Il s’agit d’une indication relativement claire de la motivation du groupe de travail : les monnaies stables peuvent devenir importantes, vraiment importantes, et peut-être significatives, vraiment significatives, pour l’ensemble de l’économie. Les monnaies stables pourraient être l’avenir technologique du dollar, et c’est peut-être inévitable. Si tel est le cas, alors, s’il vous plaît, pas contre, mais avec le gouvernement ; pas seul, mais sous la main aimante, solidaire, mais aussi stricte de l’État.

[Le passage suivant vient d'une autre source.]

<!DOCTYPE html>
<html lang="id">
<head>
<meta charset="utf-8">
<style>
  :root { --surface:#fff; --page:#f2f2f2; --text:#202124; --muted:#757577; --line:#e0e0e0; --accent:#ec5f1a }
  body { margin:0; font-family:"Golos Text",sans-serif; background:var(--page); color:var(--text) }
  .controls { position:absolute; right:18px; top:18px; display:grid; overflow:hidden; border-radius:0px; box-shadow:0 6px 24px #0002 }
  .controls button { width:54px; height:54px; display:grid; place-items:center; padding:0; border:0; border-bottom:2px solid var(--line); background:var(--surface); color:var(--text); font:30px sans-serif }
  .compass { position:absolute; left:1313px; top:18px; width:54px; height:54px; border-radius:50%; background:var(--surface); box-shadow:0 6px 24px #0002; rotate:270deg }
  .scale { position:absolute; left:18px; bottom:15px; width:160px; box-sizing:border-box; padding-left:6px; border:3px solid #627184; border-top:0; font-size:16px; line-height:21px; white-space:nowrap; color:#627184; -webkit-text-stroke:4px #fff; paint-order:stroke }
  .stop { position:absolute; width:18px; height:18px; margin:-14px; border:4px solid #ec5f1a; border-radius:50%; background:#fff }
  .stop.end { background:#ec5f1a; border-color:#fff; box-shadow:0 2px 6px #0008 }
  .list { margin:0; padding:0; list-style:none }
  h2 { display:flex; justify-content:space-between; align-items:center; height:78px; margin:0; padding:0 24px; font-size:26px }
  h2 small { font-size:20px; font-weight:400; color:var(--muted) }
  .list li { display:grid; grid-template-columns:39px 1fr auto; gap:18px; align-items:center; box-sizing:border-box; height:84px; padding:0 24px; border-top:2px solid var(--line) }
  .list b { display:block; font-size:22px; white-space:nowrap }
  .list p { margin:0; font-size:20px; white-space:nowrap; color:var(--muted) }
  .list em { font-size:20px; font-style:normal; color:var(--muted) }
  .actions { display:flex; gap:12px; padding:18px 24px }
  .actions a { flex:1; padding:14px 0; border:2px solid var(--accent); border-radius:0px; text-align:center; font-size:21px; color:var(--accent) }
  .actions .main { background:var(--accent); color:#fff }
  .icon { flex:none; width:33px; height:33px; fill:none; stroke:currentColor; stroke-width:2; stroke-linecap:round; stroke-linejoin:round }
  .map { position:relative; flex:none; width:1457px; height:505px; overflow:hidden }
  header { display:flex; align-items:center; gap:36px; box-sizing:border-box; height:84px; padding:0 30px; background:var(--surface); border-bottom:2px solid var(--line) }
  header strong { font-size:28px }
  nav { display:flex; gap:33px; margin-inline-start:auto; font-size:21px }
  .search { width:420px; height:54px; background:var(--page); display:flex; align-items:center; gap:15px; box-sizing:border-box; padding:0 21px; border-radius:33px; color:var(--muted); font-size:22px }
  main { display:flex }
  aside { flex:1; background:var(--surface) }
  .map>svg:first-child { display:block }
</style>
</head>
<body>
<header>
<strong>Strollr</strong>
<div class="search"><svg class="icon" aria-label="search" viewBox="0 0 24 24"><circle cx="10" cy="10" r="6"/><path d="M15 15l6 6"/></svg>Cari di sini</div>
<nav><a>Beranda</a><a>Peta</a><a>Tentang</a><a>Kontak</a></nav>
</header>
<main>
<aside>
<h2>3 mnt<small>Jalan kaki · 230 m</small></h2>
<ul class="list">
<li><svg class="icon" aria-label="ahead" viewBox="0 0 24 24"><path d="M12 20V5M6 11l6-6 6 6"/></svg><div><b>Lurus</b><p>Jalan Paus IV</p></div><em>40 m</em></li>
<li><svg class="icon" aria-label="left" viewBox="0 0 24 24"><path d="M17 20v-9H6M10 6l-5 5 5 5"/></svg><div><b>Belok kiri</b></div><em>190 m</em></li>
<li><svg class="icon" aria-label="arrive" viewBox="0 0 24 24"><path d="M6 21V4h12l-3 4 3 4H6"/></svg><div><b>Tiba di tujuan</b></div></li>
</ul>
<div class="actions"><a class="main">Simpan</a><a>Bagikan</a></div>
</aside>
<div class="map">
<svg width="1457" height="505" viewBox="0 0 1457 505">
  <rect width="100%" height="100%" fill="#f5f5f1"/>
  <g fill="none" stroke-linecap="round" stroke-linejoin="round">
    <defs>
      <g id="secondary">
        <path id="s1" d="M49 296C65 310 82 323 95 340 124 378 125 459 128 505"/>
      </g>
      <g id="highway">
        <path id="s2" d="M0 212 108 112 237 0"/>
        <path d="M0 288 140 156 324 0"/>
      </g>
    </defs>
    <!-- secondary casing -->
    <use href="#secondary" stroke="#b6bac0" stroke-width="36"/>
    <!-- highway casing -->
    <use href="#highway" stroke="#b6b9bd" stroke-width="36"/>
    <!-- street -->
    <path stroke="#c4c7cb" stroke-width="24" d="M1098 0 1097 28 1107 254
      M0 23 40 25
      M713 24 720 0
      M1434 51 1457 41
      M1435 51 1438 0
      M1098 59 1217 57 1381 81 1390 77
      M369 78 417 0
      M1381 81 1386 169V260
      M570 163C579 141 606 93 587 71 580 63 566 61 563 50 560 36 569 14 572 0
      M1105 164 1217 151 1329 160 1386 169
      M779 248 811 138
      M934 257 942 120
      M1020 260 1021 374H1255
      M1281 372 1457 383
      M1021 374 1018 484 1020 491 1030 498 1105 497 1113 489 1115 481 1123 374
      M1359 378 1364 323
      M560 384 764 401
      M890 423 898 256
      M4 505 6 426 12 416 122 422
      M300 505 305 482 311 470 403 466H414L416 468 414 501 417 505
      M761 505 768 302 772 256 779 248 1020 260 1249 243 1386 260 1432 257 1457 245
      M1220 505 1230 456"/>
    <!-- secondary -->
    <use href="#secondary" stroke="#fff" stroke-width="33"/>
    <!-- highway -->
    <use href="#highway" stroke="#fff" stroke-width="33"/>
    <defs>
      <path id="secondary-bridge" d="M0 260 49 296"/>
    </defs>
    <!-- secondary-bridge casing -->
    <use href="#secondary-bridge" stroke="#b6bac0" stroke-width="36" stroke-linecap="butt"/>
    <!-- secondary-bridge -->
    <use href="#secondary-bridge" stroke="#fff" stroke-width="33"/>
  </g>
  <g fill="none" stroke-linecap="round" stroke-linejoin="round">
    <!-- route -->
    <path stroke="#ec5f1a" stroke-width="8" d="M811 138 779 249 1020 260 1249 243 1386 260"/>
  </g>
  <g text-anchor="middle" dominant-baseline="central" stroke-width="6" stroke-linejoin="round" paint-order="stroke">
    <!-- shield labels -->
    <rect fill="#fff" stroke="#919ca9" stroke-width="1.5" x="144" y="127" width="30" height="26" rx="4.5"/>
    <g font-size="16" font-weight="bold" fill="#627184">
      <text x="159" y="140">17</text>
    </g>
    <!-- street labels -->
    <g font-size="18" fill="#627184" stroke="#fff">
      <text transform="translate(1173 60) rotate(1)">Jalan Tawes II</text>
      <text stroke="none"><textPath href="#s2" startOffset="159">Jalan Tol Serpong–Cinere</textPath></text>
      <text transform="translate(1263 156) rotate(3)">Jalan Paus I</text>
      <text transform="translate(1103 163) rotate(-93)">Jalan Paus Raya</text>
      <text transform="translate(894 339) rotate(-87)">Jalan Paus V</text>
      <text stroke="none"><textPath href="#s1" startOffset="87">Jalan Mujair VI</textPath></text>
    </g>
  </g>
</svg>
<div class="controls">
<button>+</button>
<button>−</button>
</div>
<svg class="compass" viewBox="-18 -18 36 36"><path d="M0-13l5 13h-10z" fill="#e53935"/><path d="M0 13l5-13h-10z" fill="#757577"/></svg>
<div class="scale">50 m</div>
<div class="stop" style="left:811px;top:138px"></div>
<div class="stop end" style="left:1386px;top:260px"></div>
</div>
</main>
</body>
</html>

Les autres entités, c’est-à-dire celles qui ne sont pas des banques ou des entités similaires à des banques, ne devraient pas être autorisées à émettre des Stablcoins. Parce qu’il est presque trop évident que cette idée s’oppose à la crainte exprimée plus haut de voir se former des monopoles ou des cartels, le rapport propose que le législateur élabore des normes qui renforcent l’interopérabilité des monnaies stables.

Et cela nous amène au point final, où l’on peut supposer que même les décideurs politiques ne peuvent plus ignorer la beauté des crypto-monnaies. Si vous réglementez strictement la finance conventionnelle, des oligopoles se forment : quelques sociétés qui ont beaucoup de pouvoir et qui, grâce à des structures en silo, sont les seules à profiter des effets de réseau qu’elles forment.

Avec les crypto, en revanche – qu’il s’agisse d’une vraie crypto-monnaie ou d’un stablecoin – tout est transparent et également interopérable. Si une monnaie stable recueille des effets de réseau, tout le monde peut en profiter, et si un fournisseur de monnaie stable tombe en panne, les utilisateurs peuvent rapidement passer à un autre.

Les monnaies stables sont les meilleurs dollars après tout, et il y a des signes que le gouvernement américain l’a compris aussi.